# Source coding lexicographic index of finite alphabet sequence with weight (partitions)

My goal is to determine the lexicographic index of an $M$-ary $n$-sequence $\mathbf{x}$ on the subset with an $M$-weight sum constraint: $$S = \{ \mathbf{x} \in \{0, \ldots, M-1\}^n: \sum_{j=1}^n x_j = M-1 \}$$

Is there a formula for this index? That is, I would like an expression for $i_S(\mathbf{x})$ explicitly in terms of sums of binomial coefficients that are functions of $\mathbf{x}$, $n$, $M$ and sum indices.

This is a combination of Proposition 2 and Example 2 of the following paper, if it helps: Cover, Thomas M., Enumerative source encoding, IEEE Trans. Inf. Theory 19, 73-77 (1973). ZBL0247.94009.

Example of desired input $\to$ output:

$(0, 0, \ldots,0, M-1) \to \text{index } 0$

$(0, 0, \ldots,1, M-2) \to \text{index } 1$

$\ldots$

$(M-1, 0, \ldots, 0) \to \text{index } {n+M-1\choose n-1}$

Notes from the Cover reference:

1. Let $n_s(x_1, \ldots, x_k)$ denote the number of elements in $S$ for which the first $k$ co-ordinates are given by $(x_1, \ldots, x_k)$.
2. When the weight constraint doesn't exist, then the index is given by: $$i_s(\mathbf{x}) = \sum_{j=1}^n \sum_{m=1}^{x_j-1} n_s(x_1, x_2, \ldots, x_{j-1}, m)$$
3. For binary partitions ($\mathbf{x}\in\{0,1\}^n$) with weight $w$: $$n_s(x_1, x_2, \ldots, x_{j-1}, 0) = {n-j \choose w'(w,j)}$$ Here, $w'(w,j) = w - \sum_{k=1}^{j-1} x_k$. This gives us: $$i_s(\mathbf{x}) = \sum_{j=1}^n x_j {n-j \choose w'(w, j)}$$

Combining the previous two results would give me the result I need. Is it straightforward to do so?

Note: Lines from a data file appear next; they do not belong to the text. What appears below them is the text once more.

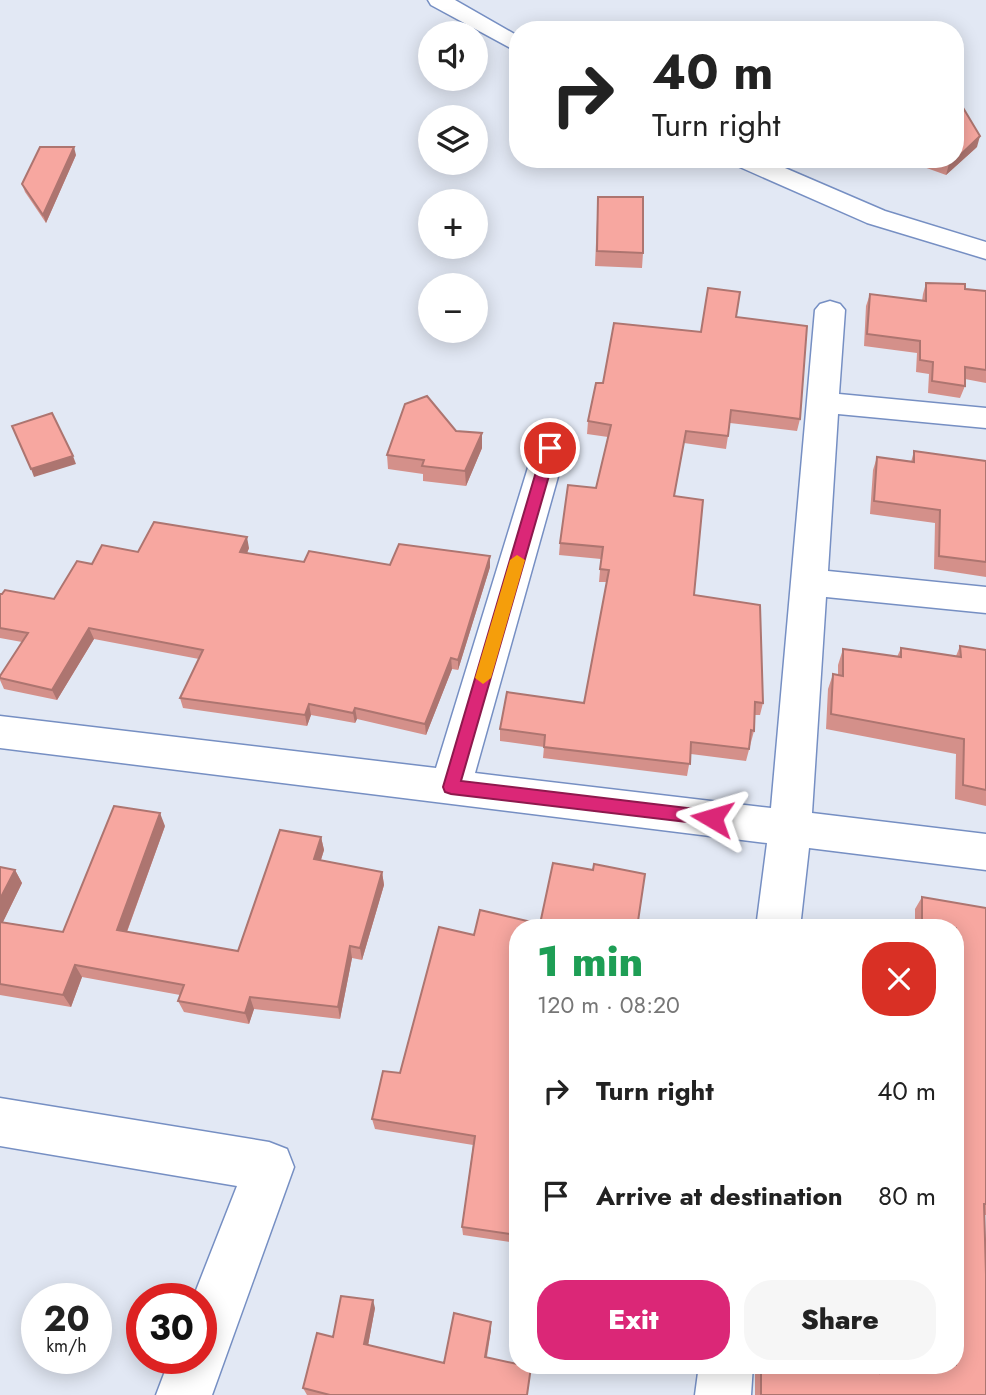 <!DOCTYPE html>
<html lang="en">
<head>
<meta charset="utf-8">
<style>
	:root { --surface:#fff; --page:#f6f6f6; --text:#222; --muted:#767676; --accent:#db2777 }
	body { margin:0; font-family:Jost,sans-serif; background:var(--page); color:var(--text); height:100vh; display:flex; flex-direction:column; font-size:26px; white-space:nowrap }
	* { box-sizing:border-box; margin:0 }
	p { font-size:23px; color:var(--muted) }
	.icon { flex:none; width:38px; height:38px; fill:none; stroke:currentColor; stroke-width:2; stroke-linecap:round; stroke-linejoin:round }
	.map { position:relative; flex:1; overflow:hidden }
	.side { position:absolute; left:509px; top:919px; width:455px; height:455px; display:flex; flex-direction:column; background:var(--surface); border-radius:28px; box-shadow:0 4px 18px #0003 }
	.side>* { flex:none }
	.top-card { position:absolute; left:509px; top:21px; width:455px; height:147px; border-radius:28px; box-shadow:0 4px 18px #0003; background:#fff; color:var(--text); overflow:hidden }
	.buttons { position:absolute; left:418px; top:21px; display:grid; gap:14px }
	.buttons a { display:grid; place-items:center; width:70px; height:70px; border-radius:50%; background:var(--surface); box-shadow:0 4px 18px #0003; font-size:35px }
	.speed { position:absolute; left:21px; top:1283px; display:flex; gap:14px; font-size:35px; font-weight:700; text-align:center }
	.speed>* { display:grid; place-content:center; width:91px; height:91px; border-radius:50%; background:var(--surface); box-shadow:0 4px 18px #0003; line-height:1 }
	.speed small { font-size:18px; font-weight:400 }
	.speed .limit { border:10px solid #d22; background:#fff; color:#111 }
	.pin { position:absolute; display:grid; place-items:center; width:60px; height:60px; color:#fff; margin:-30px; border:4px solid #fff; border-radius:50%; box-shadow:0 2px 7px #0007 }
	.me { position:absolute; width:77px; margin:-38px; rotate:277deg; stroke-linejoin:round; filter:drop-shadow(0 0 5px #0008) }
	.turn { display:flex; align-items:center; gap:24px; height:147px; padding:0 28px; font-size:32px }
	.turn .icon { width:91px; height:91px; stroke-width:2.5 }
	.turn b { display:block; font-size:49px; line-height:60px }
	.round { display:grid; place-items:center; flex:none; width:74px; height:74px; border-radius:28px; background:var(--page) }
	.headline { display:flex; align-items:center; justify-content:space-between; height:119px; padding:0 28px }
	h1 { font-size:42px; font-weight:800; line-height:52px; color:#1e9e55 }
	.button { display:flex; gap:14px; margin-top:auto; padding:14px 28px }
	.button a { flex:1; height:80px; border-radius:28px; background:var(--accent); color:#fff; font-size:28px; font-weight:800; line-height:80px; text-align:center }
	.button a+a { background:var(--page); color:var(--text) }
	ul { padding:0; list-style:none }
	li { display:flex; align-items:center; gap:21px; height:105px; padding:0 28px }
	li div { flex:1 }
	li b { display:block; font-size:26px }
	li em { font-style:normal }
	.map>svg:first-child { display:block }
</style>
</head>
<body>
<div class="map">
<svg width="986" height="1395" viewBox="0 0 986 1395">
	<rect width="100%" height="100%" fill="#e2e8f4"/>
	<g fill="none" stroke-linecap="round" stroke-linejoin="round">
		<g stroke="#768fc3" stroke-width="3">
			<path id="minor" d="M 428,0 L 455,0 L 518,36 L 518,52 L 431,5 Z
				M 729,159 L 764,159 L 885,211 L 986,242 L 986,259 L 867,223 L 733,164 Z
				M 830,301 L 840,304 L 845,310 L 839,394 L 986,408 L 986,428 L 838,414 L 828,571 L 986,587 L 986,613 L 826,597 L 812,813 L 986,834 L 986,870 L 809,848 L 800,928 L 756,928 L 767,843 L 0,748 L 0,716 L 436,768 L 534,448 L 539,440 L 550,437 L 561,440 L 566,448 L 475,773 L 771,808 L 815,310 L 820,304 Z
				M 0,1098 L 269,1142 L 287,1149 L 294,1167 L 212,1395 L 156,1395 L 170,1358 L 201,1358 L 201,1298 L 193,1298 L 237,1186 L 0,1146 Z
				M 699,1365 L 753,1365 L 751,1395 L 695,1395 Z"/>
		</g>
		<use href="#minor" fill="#fff" fill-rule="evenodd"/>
	</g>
	<path fill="#d4908a" d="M 977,147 L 946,175 L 910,162 L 911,159 L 956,159 Z
		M 76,155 L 46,223 L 25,192 L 22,184 Z
		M 598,197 L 643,253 L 642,268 L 595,266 Z
		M 926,283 L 986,291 L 986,383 L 965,379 L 965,386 L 960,398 L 928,393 L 929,374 L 916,372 L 917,353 L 864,346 L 866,306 L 870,294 L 922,301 L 923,294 Z
		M 736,317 L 800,419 L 797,431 L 730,423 L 726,449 L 684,443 L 674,496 L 694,595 L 763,703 L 760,715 L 754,715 L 754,731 L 746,761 L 691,754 L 687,776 L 543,758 L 544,747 L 500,741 L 500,729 L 584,703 L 607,582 L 599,582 L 601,559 L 559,555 L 560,543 L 596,488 L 608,437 L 587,434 L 588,421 L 603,383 L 701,332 Z
		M 456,431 L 482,448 L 466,486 L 423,481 L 423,474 L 388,469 L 387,455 Z
		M 914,451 L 986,461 L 986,577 L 934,569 L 935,523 L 870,514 L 873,470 L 877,457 L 911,462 Z
		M 249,548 L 247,553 L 304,562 L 390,565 L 490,556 L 490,567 L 458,670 L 452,669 L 426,735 L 357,719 L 355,723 L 311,715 L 307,726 L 183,708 L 180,698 L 199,659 L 94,639 L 57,700 L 4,689 L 0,680 L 0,676 L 22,642 L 0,638 L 0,594 L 54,599 L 92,564 L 138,552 Z
		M 960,646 L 986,650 L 986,806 L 955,799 L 956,754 L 826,729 L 828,689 L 833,674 L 838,675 L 838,665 L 843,649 L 897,657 L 901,648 L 956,656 Z
		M 165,826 L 127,932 L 238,951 L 321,837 L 324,850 L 321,860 L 382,872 L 384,885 L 362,960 L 352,958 L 340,1019 L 254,1009 L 249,1024 L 184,1012 L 178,1001 L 180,995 L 82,977 L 71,1007 L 0,995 L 0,867 L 15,870 L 22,883 L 3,922 L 63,932 Z
		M 553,863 L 593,870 L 594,864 L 645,874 L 637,928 L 518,928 L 518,1233 L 516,1243 L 463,1235 L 462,1227 L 473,1145 L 375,1129 L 372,1119 L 383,1071 L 400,1073 L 439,927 L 474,935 L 480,910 L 540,924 Z
		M 922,897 L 986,908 L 986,1215 L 985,1215 L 986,1395 L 755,1395 L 755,1365 L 827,1365 L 871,1372 L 872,1365 L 956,1365 L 956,928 L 915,928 L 915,909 Z
		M 375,1308 L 368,1345 L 444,1363 L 491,1330 L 487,1357 L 527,1395 L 307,1395 L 303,1388 L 333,1337 Z"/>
	<path fill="#ad7570" d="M 980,136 L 977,147 L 946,175 L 949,164 Z
		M 74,147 L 76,155 L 46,223 L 43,215 Z
		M 482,433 L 482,448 L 466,486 L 465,471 Z
		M 73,456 L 76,464 L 34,477 L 31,469 Z
		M 247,537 L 249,548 L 243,563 L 240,552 Z
		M 490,556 L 490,567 L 458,670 L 458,660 Z
		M 89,628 L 94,639 L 57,700 L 52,690 Z
		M 451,658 L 452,669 L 426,735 L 425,724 Z
		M 309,704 L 311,715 L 307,726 L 305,715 Z
		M 355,708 L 357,719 L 355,723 L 353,713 Z
		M 160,813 L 165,826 L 123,942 L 117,930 Z
		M 321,837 L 324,850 L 317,872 L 314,859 Z
		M 15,870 L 22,883 L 0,928 L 0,899 Z
		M 382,872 L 384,885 L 362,960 L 360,948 Z
		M 350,946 L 352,958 L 340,1019 L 338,1007 Z
		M 75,965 L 82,977 L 71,1007 L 63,995 Z
		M 250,997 L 254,1009 L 249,1024 L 245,1013 Z
		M 373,1300 L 375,1308 L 367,1351 L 364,1344 Z
		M 491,1322 L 491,1330 L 485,1364 L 485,1357 Z"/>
	<path fill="#f7a7a0" stroke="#ad7570" stroke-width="2" d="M 956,96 L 980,136 L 956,159 Z
		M 40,147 L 74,147 L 43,215 L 22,184 Z
		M 935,159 L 955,159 L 949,164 Z
		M 598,197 L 643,197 L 643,253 L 597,251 Z
		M 926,283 L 965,284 L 965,289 L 986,291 L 986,370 L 965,367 L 965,386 L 932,381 L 933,362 L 920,360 L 920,341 L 867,334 L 870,294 L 926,301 Z
		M 708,288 L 740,292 L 736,317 L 807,326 L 800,419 L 731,410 L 728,436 L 686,431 L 674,496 L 703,500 L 694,595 L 760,605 L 763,703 L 755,702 L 754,731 L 751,730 L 749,749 L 691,742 L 690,764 L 544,747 L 545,735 L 500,729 L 507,692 L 584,703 L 609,570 L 600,569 L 603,547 L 560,543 L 568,485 L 596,488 L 611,425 L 588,421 L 596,383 L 603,383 L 614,323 L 701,332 Z
		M 427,396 L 456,431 L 482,433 L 465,471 L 422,466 L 424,460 L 387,455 L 405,404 Z
		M 52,413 L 73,456 L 31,469 L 12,426 Z
		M 914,451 L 986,461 L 986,562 L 939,556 L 940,510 L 874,501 L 877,457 L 914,462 Z
		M 154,522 L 247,537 L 240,552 L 304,562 L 309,551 L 390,565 L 399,544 L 490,556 L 458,660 L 451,658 L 425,724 L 355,708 L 353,713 L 309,704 L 305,715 L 180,698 L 203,650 L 89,628 L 52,690 L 0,678 L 0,676 L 28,633 L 0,628 L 0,594 L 2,594 L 5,590 L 54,599 L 77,561 L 92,564 L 102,545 L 138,552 Z
		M 960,646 L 986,650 L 986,790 L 963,785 L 964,739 L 831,714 L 833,674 L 843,676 L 843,649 L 901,657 L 901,648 L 961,657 Z
		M 114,806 L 160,813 L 117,930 L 238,951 L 280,830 L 321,837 L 314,859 L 382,872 L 360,948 L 350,946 L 338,1007 L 250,997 L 245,1013 L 178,1001 L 184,985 L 75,965 L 63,995 L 0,984 L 0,922 L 63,932 Z
		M 553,863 L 593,870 L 594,864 L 645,874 L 637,928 L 518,928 L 518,1224 L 517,1235 L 462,1227 L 475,1136 L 372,1119 L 383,1071 L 400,1073 L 439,927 L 474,935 L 480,910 L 540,924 Z
		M 0,867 L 15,870 L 0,899 Z
		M 922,897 L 986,908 L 986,1204 L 984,1204 L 986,1274 L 986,1395 L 761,1395 L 761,1365 L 827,1365 L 879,1373 L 879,1365 L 956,1365 L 956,928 L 922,928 Z
		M 341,1296 L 373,1300 L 364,1344 L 444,1363 L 454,1313 L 491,1322 L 485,1357 L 531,1367 L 527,1395 L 330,1395 L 303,1388 L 317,1333 L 333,1337 Z"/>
	<path fill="#db2777" stroke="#8e194d" stroke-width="2" d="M 550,443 L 557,448 L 461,781 L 712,811 L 718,813 L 721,818 L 718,823 L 712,825 L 451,794 L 445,792 L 443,787 L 543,448 Z"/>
	<path fill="#f59e0b" d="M 517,555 L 525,560 L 491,678 L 483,684 L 475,678 L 510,560 Z"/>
</svg>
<div class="buttons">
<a><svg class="icon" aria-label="sound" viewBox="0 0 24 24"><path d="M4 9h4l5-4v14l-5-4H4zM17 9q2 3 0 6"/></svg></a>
<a><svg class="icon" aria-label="layers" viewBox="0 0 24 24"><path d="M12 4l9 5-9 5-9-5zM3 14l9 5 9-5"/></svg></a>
<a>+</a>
<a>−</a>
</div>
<div class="speed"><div>20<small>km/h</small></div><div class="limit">30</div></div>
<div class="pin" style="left:550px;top:448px;background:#d93025"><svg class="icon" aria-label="arrive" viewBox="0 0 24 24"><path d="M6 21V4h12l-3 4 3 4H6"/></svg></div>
<svg class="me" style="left:712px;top:818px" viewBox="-20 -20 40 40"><path d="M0-17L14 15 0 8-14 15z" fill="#db2777" stroke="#fff" stroke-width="4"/></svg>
<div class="top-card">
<div class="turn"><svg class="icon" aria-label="right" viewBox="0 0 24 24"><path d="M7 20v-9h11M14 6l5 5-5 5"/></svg><div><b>40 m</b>Turn right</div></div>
</div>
<section class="side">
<div class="headline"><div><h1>1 min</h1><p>120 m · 08:20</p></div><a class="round" style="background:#d93025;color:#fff"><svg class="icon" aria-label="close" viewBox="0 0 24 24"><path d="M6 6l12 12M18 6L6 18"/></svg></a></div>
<ul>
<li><svg class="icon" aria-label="right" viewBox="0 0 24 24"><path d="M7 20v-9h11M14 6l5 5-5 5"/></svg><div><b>Turn right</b></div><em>40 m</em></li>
<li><svg class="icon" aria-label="arrive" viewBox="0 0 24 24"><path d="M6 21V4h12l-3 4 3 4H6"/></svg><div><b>Arrive at destination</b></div><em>80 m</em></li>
</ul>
<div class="button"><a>Exit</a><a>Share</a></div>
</section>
</div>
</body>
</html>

BONUS (optional): In addition, is it possible to invert the index to its corresponding partition easily?

I did find similar posts about lexicographic partition indexing but they didn't have any concrete answers.

• Is there a mathematical question here somewhere? I don't understand your initial question "Is there a formula for this index?" What index? Also what do you mean by "rank" and what does the $\equiv$ notation mean in this context? One more thing, $(0,0,\dots,0,M-1)$ is not contained in $S$. Neither is $(0,0,\dots,1,M-2)$ or $(M-1,0,0,\dots,0)$. – Jon Noel Jul 7 '17 at 22:03
• I have edited the question to make it clearer and fixed some typos. I had used 'rank' and 'index' interchangeably and redundantly; I use only 'index' now to mean 'lexicographic index'. – Salmonstrikes Jul 8 '17 at 2:14

I was able to put the information from the two propositions in the paper together to get an explicit expression. The index should be: $$i_S (\mathbf {x})=\sum_{k=1}^n \sum_{j=1}^{x_k-1} n_S (x_1, \ldots,x_{k-1},j)$$ And further: $$n_S (x_1, \ldots,x_{k-1},j)={{n-\sum_{l=1}^{k-1} x_l -j +m -k-1} \choose {m-k-1}}$$ Explanation: $n_S (x_1, \ldots,x_{k-1},j)$ counts how many ways the available remaining $c=n-\sum_{l=1}^{k-1} x_l -j$ units can be distributed among the remaining $b=m-k$ positions, when the first $k-1$ positions have been populated and the $k$th position has $j$ units in it.
This is equivalent to distributing $c$ identical balls among $b$ different boxes.